Dear all,
I just wonder, has anyone use -Ofast in gfortran or -fast flag in Intel Fortran?
I sometimes find that some results with -fast are a little different from -O3.
Is -Ofast or -fast safe to use?
Thank you very much in advance!
Dear all,
I just wonder, has anyone use -Ofast in gfortran or -fast flag in Intel Fortran?
I sometimes find that some results with -fast are a little different from -O3.
Is -Ofast or -fast safe to use?
Thank you very much in advance!
If you can’t find the information in the documentation of the compilers (or you can but can’t understand it), would you consider filing a bug report? That way, the next person with the same issue has a hope of finding good information instead of googling forums for the answer.
Good luck trusting the answer you will get here.
Yes and no !
You will have to compare the results of your program with and without…
With -Ofast
, you will probably lose a few digits on the right. Most of the time, it runs fine. But it is less safe than -O3
or -O2
. It must be a conscious choice.
See:
-Ofast
Disregard strict standards compliance. -Ofast enables all -O3 optimizations. It also enables optimizations that are not valid for all standard-compliant programs. It turns on -ffast-math, -fallow-store-data-races and the Fortran-specific -fstack-arrays, unless -fmax-stack-var-size is specified, and -fno-protect-parens. It turns off -fsemantic-interposition.
-ffast-math
Sets the options -fno-math-errno, -funsafe-math-optimizations, -ffinite-math-only, -fno-rounding-math, -fno-signaling-nans, -fcx-limited-range and -fexcess-precision=fast.
This option causes the preprocessor macro__FAST_MATH__
to be defined.
This option is not turned on by any -O option besides -Ofast since it can result in incorrect output for programs that depend on an exact implementation of IEEE or ISO rules/specifications for math functions. It may, however, yield faster code for programs that do not require the guarantees of these specifications.
For ifort, note that -fast
is shorthand for a bunch of other options that have the chance of different low-order bits in FP calculations. Another option it includes is -xHost, which selects the instruction set for the processor you are compiling on.
Ifort’s -fast currently is:
On macOS* systems: -ipo, -mdynamic-no-pic, -O3 , -no-prec-div , -fp-model fast=2 , and -xHost
On Windows* systems: /O3 , /Qipo, /Qprec-div-, /fp:fast=2 and /QxHost
On Linux* systems: -ipo, -O3, -no-prec-div,-static, -fp-model fast=2, and -xHost
and this options varies over time: in short, it’s whatever makes the current top of the line processor run benchmarks really fast. Note the very aggressive fp-model fast=2, not to mention non-precise divides.
I don’t like -fast. I liken it to a sausage: It make look pretty and smell pretty but you do not know what’s in it and some of the things in it can be really bad for you.
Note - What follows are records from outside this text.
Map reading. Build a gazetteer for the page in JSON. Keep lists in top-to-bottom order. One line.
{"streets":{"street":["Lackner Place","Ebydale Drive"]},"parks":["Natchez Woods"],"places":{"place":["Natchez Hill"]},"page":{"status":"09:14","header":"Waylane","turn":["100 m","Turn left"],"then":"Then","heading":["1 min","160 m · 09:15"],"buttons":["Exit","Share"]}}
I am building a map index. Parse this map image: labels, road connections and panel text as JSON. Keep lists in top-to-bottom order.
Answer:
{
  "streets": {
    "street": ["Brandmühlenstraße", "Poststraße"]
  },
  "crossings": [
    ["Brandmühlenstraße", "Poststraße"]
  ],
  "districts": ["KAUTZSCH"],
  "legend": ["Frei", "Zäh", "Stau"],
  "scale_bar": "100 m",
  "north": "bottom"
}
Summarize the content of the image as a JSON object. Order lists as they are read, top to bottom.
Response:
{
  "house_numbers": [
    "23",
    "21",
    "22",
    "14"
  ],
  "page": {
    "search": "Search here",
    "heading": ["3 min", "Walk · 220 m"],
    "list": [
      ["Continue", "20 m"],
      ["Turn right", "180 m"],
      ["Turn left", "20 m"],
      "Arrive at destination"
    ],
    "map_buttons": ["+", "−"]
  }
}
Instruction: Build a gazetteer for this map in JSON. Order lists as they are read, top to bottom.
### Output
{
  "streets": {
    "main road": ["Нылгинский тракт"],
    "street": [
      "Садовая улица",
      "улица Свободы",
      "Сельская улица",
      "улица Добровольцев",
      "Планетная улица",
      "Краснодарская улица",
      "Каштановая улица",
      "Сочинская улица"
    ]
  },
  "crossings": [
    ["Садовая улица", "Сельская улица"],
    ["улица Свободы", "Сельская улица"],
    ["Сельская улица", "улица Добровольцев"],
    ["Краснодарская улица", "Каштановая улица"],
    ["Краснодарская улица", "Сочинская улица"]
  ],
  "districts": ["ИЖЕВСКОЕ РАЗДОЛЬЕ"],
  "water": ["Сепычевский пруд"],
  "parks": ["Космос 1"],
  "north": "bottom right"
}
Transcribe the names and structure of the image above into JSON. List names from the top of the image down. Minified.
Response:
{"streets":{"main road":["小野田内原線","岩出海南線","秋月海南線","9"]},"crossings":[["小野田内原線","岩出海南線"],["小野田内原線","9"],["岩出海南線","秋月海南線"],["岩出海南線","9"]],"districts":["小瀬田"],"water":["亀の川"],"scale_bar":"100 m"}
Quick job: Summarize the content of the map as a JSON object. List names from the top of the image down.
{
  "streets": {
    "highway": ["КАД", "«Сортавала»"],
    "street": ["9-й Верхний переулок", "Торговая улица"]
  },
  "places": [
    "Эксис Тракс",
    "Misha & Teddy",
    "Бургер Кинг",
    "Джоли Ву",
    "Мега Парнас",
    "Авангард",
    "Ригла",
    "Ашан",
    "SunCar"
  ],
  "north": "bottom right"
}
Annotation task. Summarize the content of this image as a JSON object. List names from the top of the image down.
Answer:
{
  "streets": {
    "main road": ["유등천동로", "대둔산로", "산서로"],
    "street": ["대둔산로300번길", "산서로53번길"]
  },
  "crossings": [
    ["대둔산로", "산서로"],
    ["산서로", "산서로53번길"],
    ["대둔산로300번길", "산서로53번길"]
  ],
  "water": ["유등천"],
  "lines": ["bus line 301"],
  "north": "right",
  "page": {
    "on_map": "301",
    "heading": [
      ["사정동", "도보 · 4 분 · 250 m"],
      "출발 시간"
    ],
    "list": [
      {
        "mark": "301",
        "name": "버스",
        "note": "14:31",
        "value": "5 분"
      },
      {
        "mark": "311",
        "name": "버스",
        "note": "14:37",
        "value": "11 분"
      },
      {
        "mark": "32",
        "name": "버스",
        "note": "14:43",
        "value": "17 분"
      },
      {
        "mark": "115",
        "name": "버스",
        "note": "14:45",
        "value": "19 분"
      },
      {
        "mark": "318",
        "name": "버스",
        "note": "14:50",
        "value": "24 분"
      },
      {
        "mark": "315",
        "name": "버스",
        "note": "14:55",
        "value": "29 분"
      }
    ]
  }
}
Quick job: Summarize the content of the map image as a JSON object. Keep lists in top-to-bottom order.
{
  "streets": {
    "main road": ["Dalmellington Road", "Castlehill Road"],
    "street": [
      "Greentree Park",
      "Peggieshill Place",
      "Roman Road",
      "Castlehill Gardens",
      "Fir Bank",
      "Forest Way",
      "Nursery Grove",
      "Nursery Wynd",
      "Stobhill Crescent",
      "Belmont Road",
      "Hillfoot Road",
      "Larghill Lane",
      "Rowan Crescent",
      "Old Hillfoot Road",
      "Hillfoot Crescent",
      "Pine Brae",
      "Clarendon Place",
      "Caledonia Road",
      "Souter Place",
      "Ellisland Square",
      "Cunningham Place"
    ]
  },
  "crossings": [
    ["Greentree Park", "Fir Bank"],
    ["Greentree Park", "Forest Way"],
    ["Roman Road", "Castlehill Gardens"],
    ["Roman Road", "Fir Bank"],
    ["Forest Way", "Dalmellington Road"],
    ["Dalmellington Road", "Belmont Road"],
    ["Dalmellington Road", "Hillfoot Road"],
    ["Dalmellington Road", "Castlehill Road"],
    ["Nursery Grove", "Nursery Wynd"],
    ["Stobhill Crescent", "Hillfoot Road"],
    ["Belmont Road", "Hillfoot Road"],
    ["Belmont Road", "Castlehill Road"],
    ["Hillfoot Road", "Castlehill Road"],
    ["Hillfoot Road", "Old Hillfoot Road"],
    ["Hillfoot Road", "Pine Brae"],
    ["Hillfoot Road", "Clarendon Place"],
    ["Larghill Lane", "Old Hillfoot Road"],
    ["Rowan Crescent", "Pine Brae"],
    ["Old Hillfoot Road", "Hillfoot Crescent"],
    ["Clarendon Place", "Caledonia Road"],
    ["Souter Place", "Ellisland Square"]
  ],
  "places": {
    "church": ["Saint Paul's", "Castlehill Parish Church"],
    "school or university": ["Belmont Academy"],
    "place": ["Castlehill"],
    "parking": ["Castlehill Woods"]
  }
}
If you care about numerics do not use -fast.
I think it would be a good idea to elaborate a bit about what the phrase “exact implementation of IEEE or ISO rules” means in practice and the implications of using -ffast-math
can have on one’s code.
For examples functions from ieee_arithmetic
like ieee_is_finite
and ieee_is_nan
will simply evaluate to False (see this SO post)
Thanks @greenrongreen and @gnikit for your answers and welcome to the Forum!
You can see this post: https://fortran-lang.discourse.group/t/can-one-design-coding-rules-to-follow-so-that-ffast-math-is-safe/ where I posted a link to a document which has examples of codes that break when -ffast-math
is used, and also how to fix them.
I found that, at least for my program which uses F77 and f90 ODE solvers,
-O3 -march=native
, the result is almost the same as intel’s -O3 -xHost
.-Ofast -march=native
, the result is a little bit noticeably different from its own -O3 -march=native
.-O3 -xHost
and -Ofast -xHost
gives identical results.In terms of speed, on my laptop,
at least on Ubuntu, gfortran and Intel Fortran are about the same, it seem not too much noticeable difference.
On Windows, not very sure why, but gfortran is about 3 times slower than intel’s.
Intel’s Fortran’s speed and behavior (such as call execute_command_line
) are consistent in both Ubuntu and Windows.
On Mac, I do not know, but I guess the gfortran and intel Fortran should perform like they perform on Ubuntu. But it seems intel OneAPI on Mac OS does not have MPI.
A few digits is not the issue with using -Ofast or -O3.
The problem with these options is more a catastrophic error where the optimisation changes the logic of the code, sometimes only for obscure run cases.
It is best to reserve high optimisation for the “straightforward” 5% of code that produces 95% of the run time, but who’s to know what this is ! I am probably guilty of not practicing this.
Optimisation with OpenMP is also more of an issue, depending on if the optimiser can recognising the additional !$… syntax.